Combining Regression and PCA scores

I work in market research, and we're often asked to run regression to determine the impact of various components (like product attributes) on overall satisfaction/likelihood to buy, etc. Since many attributes usually correlate highly, we first run a PCA to extract latent variables, and use those variables as IVs in the regression.

One particular client however wanted to look at the impact of the specific attributes, and not the factors. However, the attributes were correlating too highly to put them in the regression model. So I had the idea of running the PCA and using the factors for the model as per usual, but this time I multiplied each attribute's correlation to the factors to their corresponding standardized betas, and added them up (I turned all negative scores either in the regression or the factors to positives prior to doing this). I provided the attributes rank-ordered in their impact on a chart, from highest to lowest.

The results that came out made sense, and I have tried it in other instances, with results that made sense... but I wasn't entirely positive if what I've done was legit. Is anything I've done as described above sacrilegous?

There is no such thing as "attributes ... correlating too highly to put them in the regression model". It's not like your regression is going to crash or lie to you if some of the factors you measure are hightly correlated. What it will do is give you very large error bars on the cofficients of the highly correlated factors. But that's just telling you the truth: it really can't tell which of the highly correlated factors is "really" contributing to the result, because the data really don't distinguish.

Doing the PCA first doesn't eliminate this problem. It may well be that the PCA constructs principal components isolating each set of highly correlated factors, and that the regression coefficients for these components have small error bars. But suppose you take a component that you have thus identified as a strong contributor to the result, and notice that it is strong in a couple of your factors. Your cusomer will say to you: "Great, so which of these factors is the influential one" and the only truthful answer is: "I don't know; the data don't distinguish".

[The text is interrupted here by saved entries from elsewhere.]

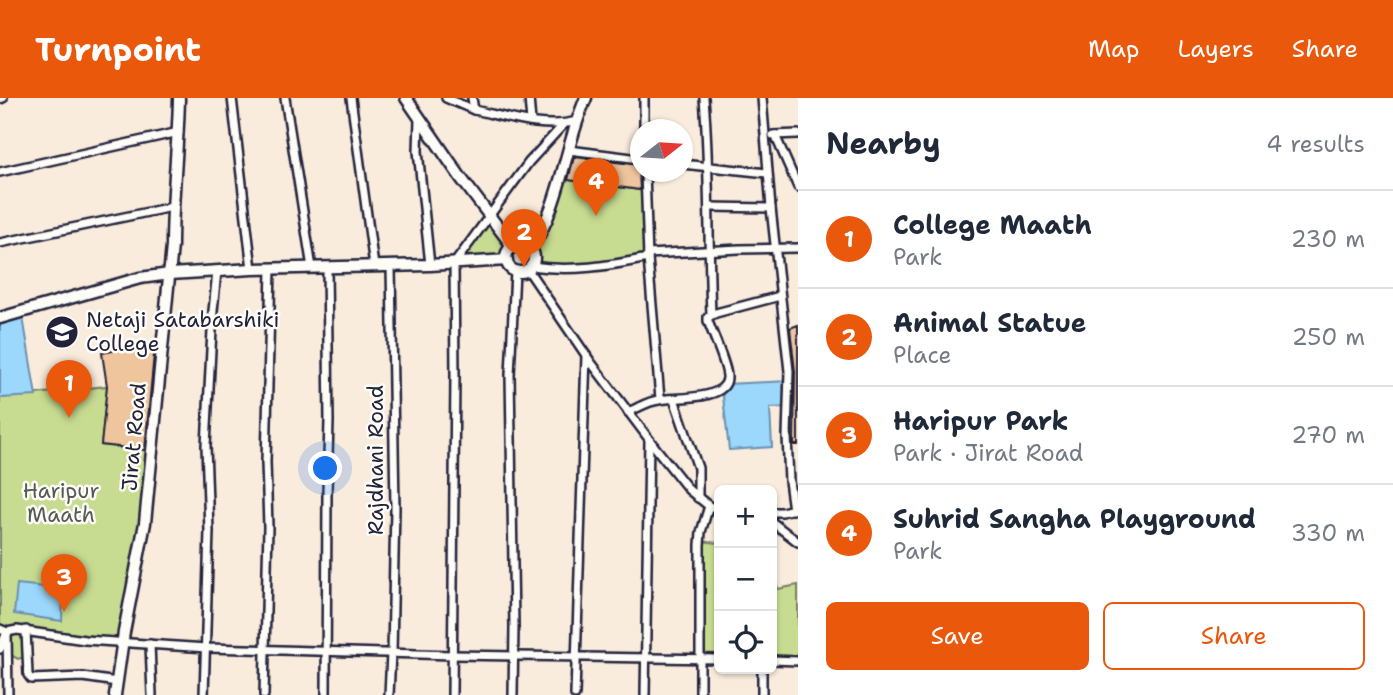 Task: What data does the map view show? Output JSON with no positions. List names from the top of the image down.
{
  "streets": {
    "main road": ["Jirat Road"],
    "street": ["Rajdhani Road"]
  },
  "parks": ["Haripur Maath"],
  "places": {
    "school or university": ["Netaji Satabarshiki College"]
  },
  "north": "right",
  "page": {
    "header": "Turnpoint",
    "nav": ["Map", "Layers", "Share"],
    "heading": ["Nearby", "4 results"],
    "pins": [
      "4",
      "2",
      "1",
      "3"
    ],
    "list": [
      {
        "mark": "1",
        "name": "College Maath",
        "note": "Park",
        "value": "230 m"
      },
      {
        "mark": "2",
        "name": "Animal Statue",
        "note": "Place",
        "value": "250 m"
      },
      {
        "mark": "3",
        "name": "Haripur Park",
        "note": "Park · Jirat Road",
        "value": "270 m"
      },
      {
        "mark": "4",
        "name": "Suhrid Sangha Playground",
        "note": "Park",
        "value": "330 m"
      }
    ],
    "map_buttons": ["+", "−"],
    "buttons": ["Save", "Share"]
  }
} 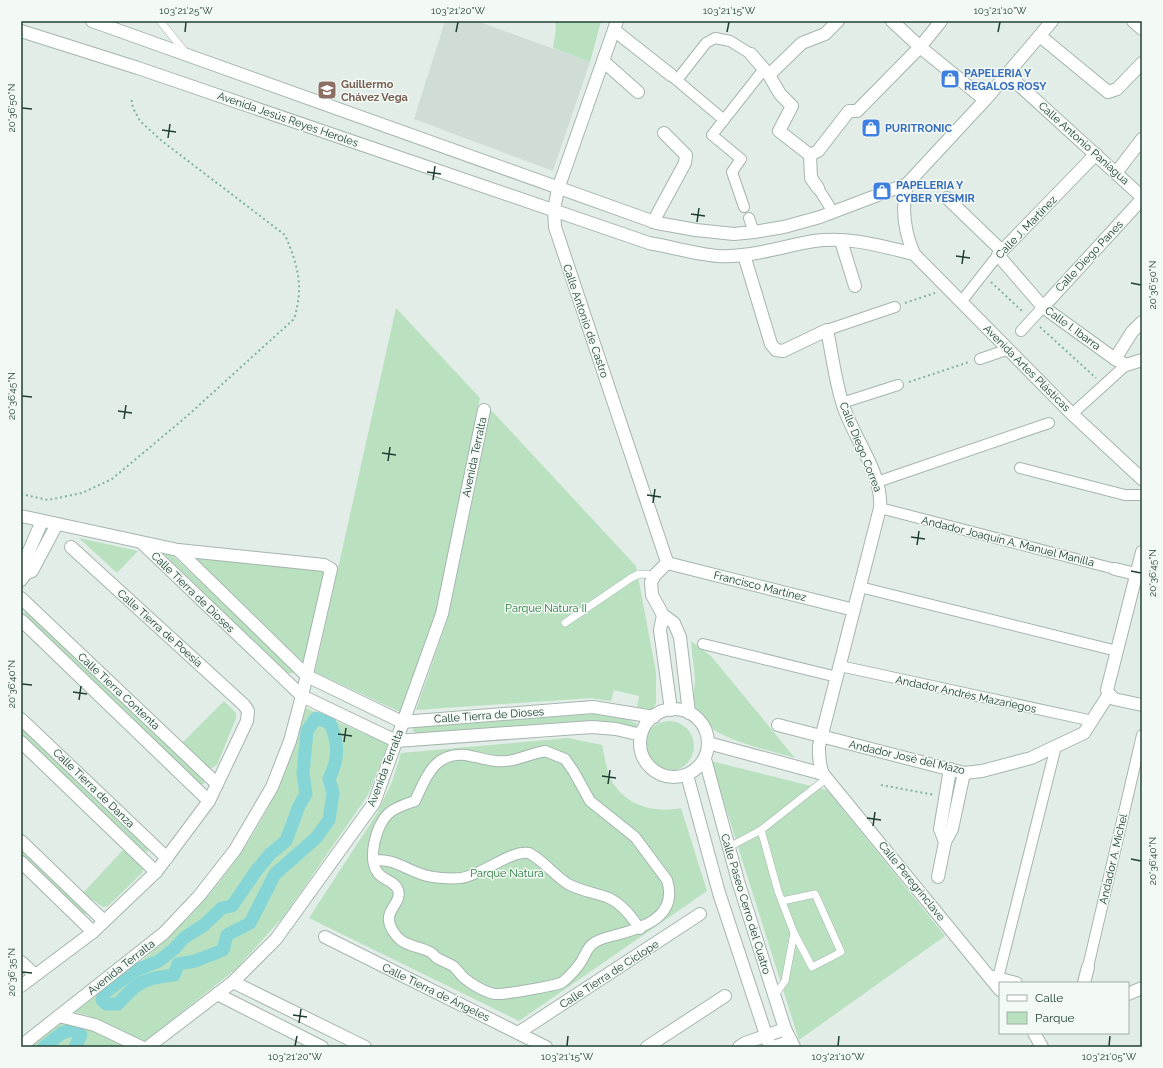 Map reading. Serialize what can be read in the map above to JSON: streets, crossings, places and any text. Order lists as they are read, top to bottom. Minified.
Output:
{"streets":{"street":["Avenida Jesús Reyes Heroles","Calle Antonio Paniagua","Calle J. Martínez","Calle Diego Panes","Calle Antonio de Castro","Calle I. Ibarra","Avenida Artes Plásticas","Calle Diego Correa","Avenida Terralta","Andador Joaquín A. Manuel Manilla","Francisco Martínez","Calle Tierra de Dioses","Calle Tierra de Poesía","Calle Tierra Contenta","Andador Andrés Mazariegos","Andador José del Mazo","Calle Tierra de Danza","Andador A. Michel","Calle Peregrinclave","Calle Paseo Cerro del Cuatro","Calle Tierra de Cíclope","Calle Tierra de Ángeles"]},"crossings":[["Avenida Jesús Reyes Heroles","Calle Antonio de Castro"],["Calle Antonio Paniagua","Calle J. Martínez"],["Calle Antonio Paniagua","Calle Diego Panes"],["Calle J. Martínez","Calle I. Ibarra"],["Calle J. Martínez","Avenida Artes Plásticas"],["Calle Diego Panes","Calle I. Ibarra"],["Calle Antonio de Castro","Francisco Martínez"],["Calle Diego Correa","Andador Joaquín A. Manuel Manilla"],["Calle Diego Correa","Francisco Martínez"],["Calle Diego Correa","Calle Peregrinclave"],["Avenida Terralta","Calle Tierra de Dioses"],["Francisco Martínez","Calle Peregrinclave"],["Calle Tierra de Dioses","Calle Paseo Cerro del Cuatro"],["Calle Tierra de Poesía","Calle Tierra Contenta"],["Andador Andrés Mazariegos","Andador José del Mazo"],["Andador Andrés Mazariegos","Calle Peregrinclave"],["Andador José del Mazo","Calle Peregrinclave"],["Calle Tierra de Cíclope","Calle Tierra de Ángeles"]],"parks":["Parque Natura II","Parque Natura"],"places":{"shop":["PAPELERIA Y REGALOS ROSY","PURITRONIC","PAPELERIA Y CYBER YESMIR"],"school or university":["Guillermo Chávez Vega"]},"legend":["Calle","Parque"],"coordinates":["103°21'25\"W","103°21'20\"W","103°21'15\"W","103°21'10\"W","20°36'50\"N","20°36'45\"N","20°36'40\"N","20°36'35\"N","103°21'05\"W"]} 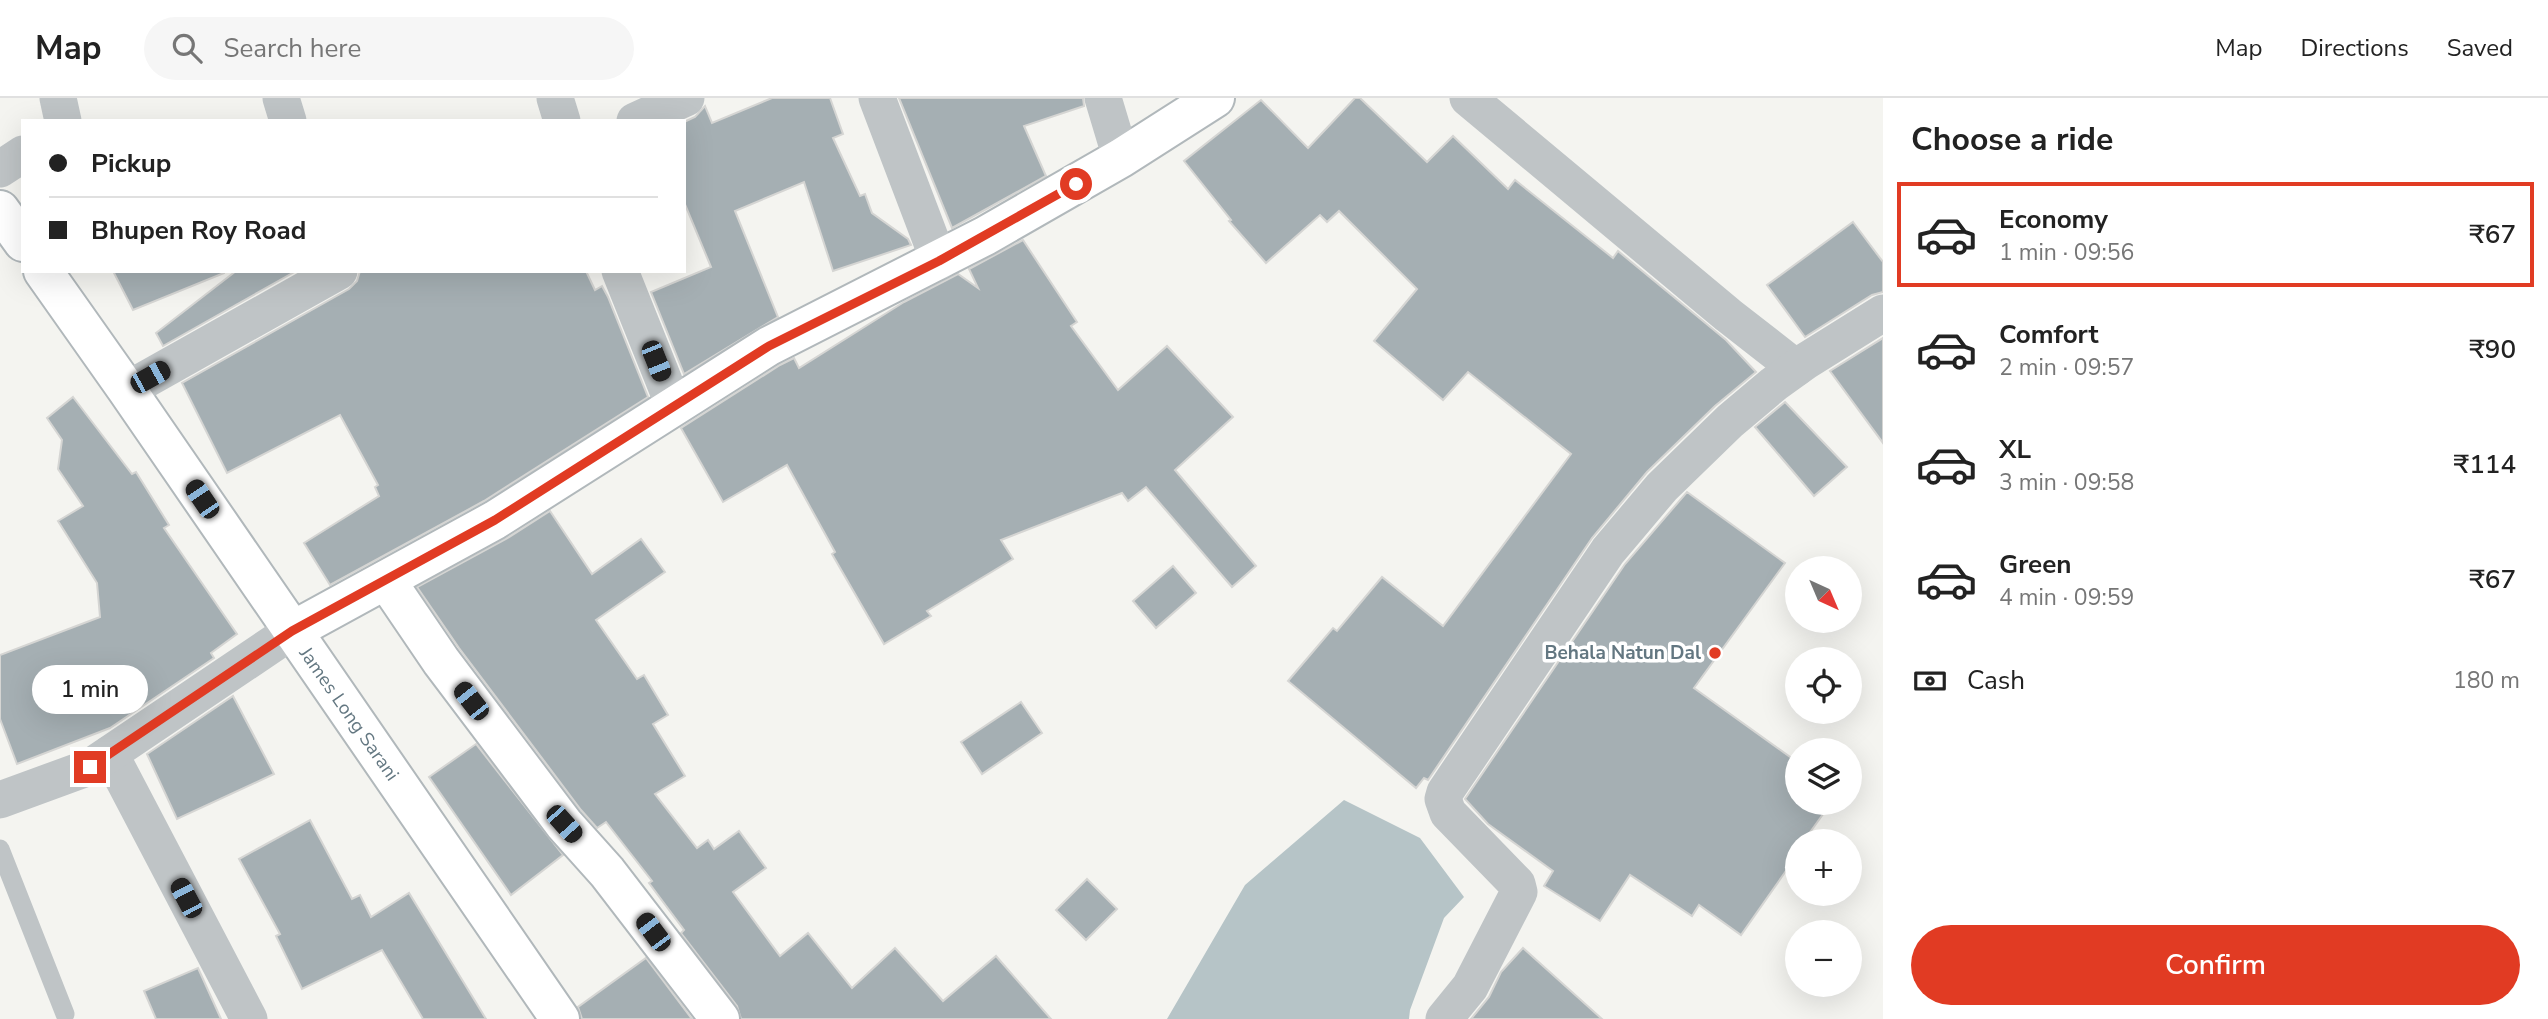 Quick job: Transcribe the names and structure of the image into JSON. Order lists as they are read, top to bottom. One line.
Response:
{"streets":{"street":["James Long Sarani"]},"places":["Behala Natun Dal"],"north":"bottom right","page":{"header":"Map","search":"Search here","nav":["Map","Directions","Saved"],"heading":"Choose a ride","banner":["Pickup","Bhupen Roy Road"],"list":[{"name":"Economy","note":"1 min · 09:56","value":"₹67"},{"name":"Comfort","note":"2 min · 09:57","value":"₹90"},{"name":"XL","note":"3 min · 09:58","value":"₹114"},{"name":"Green","note":"4 min · 09:59","value":"₹67"}],"map_buttons":["+","−"],"pay":["Cash","180 m"],"bubble":"1 min","buttons":"Confirm"}} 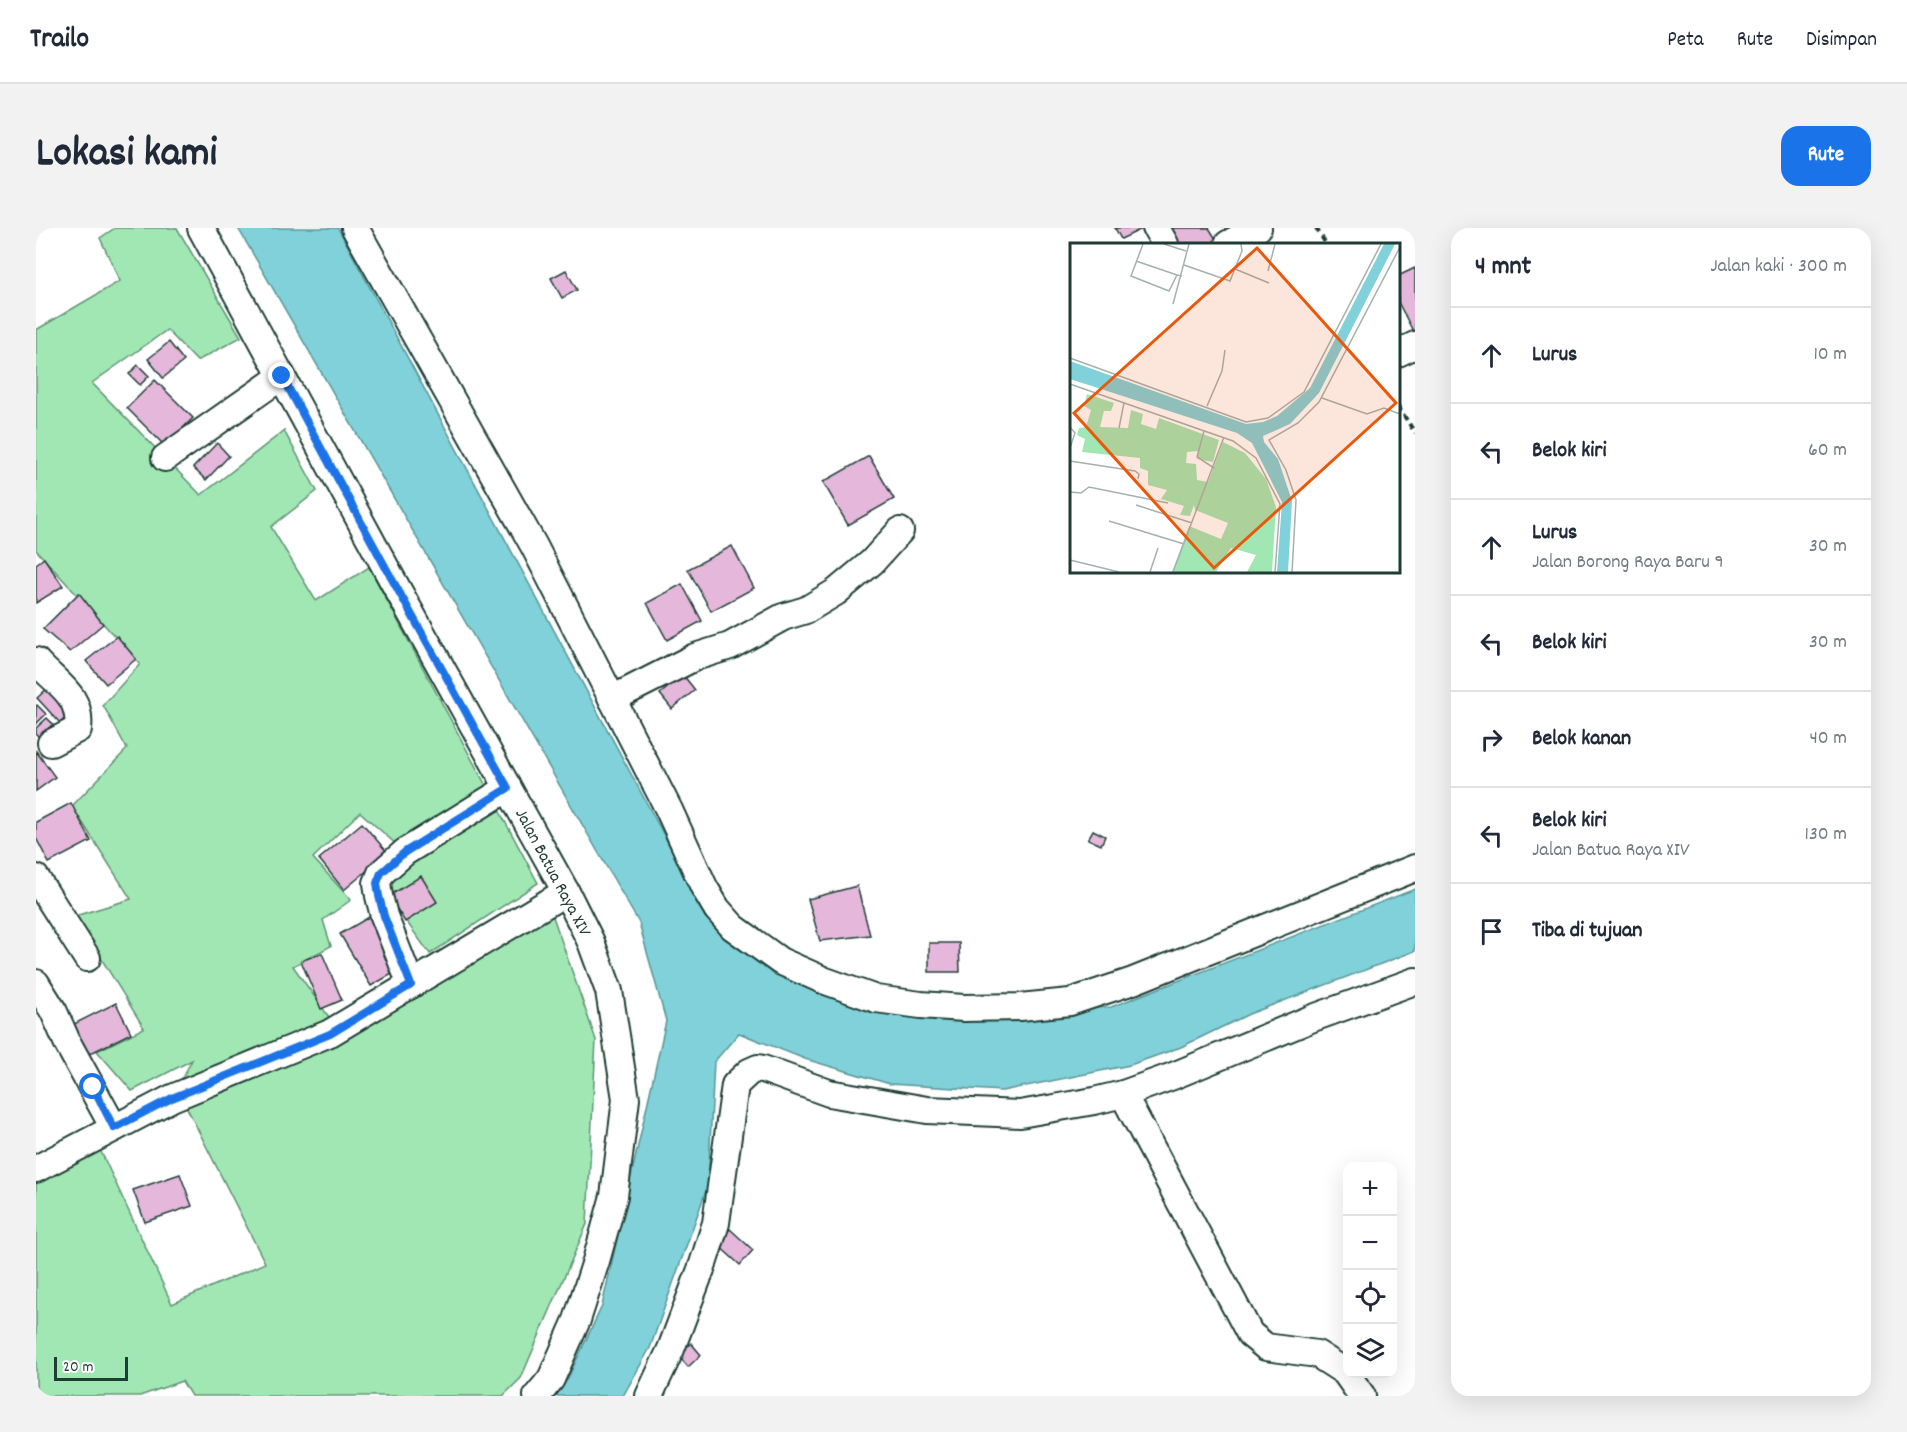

Presumably your customer has asked you to regress on the factors precisely because they, and not some abstract principal components, are what he really has control over and he wants to know which to change. Your ad hoc methodology is producing a ranked list. That ranked list will, by construction, behave as you expect with respect to the individual correlations. But there is no deeper justification for your methodology, and it isn't revealing some truth that that simple multi-linear regression couldn't see. In fact, it's hiding a truth that the simple multi-linear regression was telling you: the data really don't distinguish which of the highly correlated factors is the most influential for the result.